_WHAT TO PRODUCE:_ A word-for-word copy of the records is needed, with every picture left out.

GIVEN ENTRIES: Begin

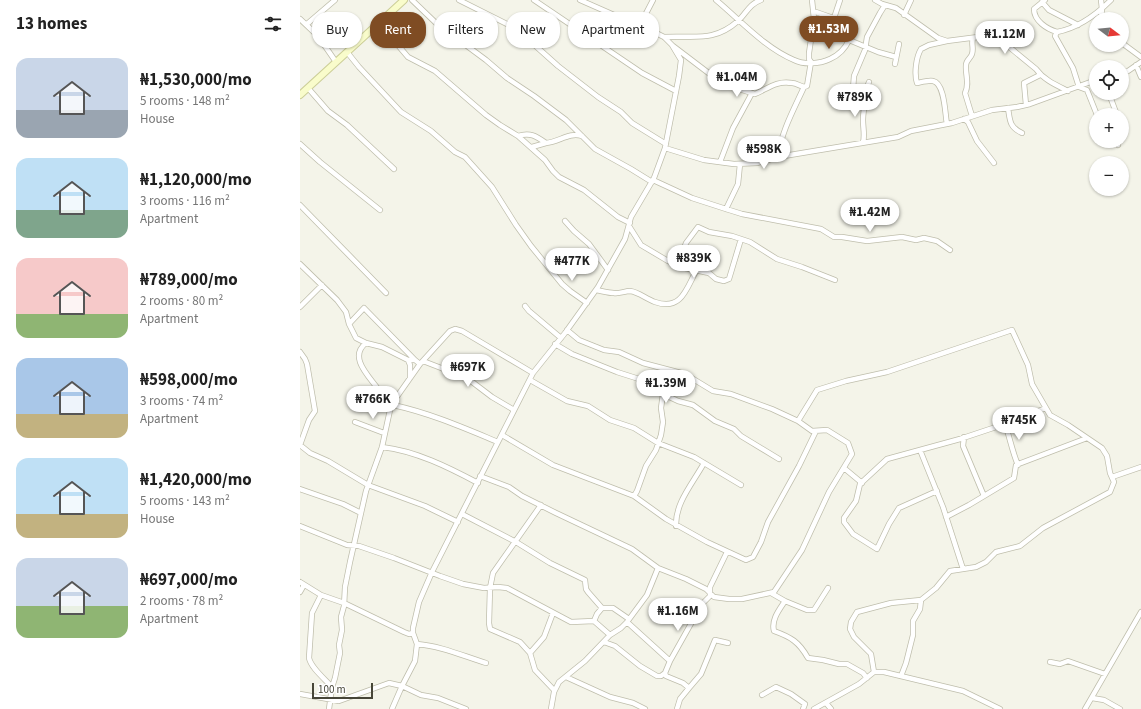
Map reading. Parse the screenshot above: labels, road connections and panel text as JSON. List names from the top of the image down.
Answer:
{
  "scale_bar": "100 m",
  "north": "right",
  "page": {
    "heading": "13 homes",
    "map_buttons": ["+", "−"],
    "chip": [
      "Buy",
      "Rent",
      "Filters",
      "New",
      "Apartment"
    ],
    "price": [
      "₦1.53M",
      "₦1.12M",
      "₦1.04M",
      "₦789K",
      "₦598K",
      "₦1.42M",
      "₦839K",
      "₦477K",
      "₦697K",
      "₦1.39M",
      "₦766K",
      "₦745K",
      "₦1.16M"
    ],
    "list": [
      {
        "name": "₦1,530,000/mo",
        "note": "5 rooms · 148 m² · House"
      },
      {
        "name": "₦1,120,000/mo",
        "note": "3 rooms · 116 m² · Apartment"
      },
      {
        "name": "₦789,000/mo",
        "note": "2 rooms · 80 m² · Apartment"
      },
      {
        "name": "₦598,000/mo",
        "note": "3 rooms · 74 m² · Apartment"
      },
      {
        "name": "₦1,420,000/mo",
        "note": "5 rooms · 143 m² · House"
      },
      {
        "name": "₦697,000/mo",
        "note": "2 rooms · 78 m² · Apartment"
      }
    ],
    "scale": "100 m"
  }
}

GIVEN ENTRIES: End

_COMPLETED EXERCISE:_
Map reading. Parse the screenshot above: labels, road connections and panel text as JSON. List names from the top of the image down.
Answer:
{
  "scale_bar": "100 m",
  "north": "right",
  "page": {
    "heading": "13 homes",
    "map_buttons": ["+", "−"],
    "chip": [
      "Buy",
      "Rent",
      "Filters",
      "New",
      "Apartment"
    ],
    "price": [
      "₦1.53M",
      "₦1.12M",
      "₦1.04M",
      "₦789K",
      "₦598K",
      "₦1.42M",
      "₦839K",
      "₦477K",
      "₦697K",
      "₦1.39M",
      "₦766K",
      "₦745K",
      "₦1.16M"
    ],
    "list": [
      {
        "name": "₦1,530,000/mo",
        "note": "5 rooms · 148 m² · House"
      },
      {
        "name": "₦1,120,000/mo",
        "note": "3 rooms · 116 m² · Apartment"
      },
      {
        "name": "₦789,000/mo",
        "note": "2 rooms · 80 m² · Apartment"
      },
      {
        "name": "₦598,000/mo",
        "note": "3 rooms · 74 m² · Apartment"
      },
      {
        "name": "₦1,420,000/mo",
        "note": "5 rooms · 143 m² · House"
      },
      {
        "name": "₦697,000/mo",
        "note": "2 rooms · 78 m² · Apartment"
      }
    ],
    "scale": "100 m"
  }
}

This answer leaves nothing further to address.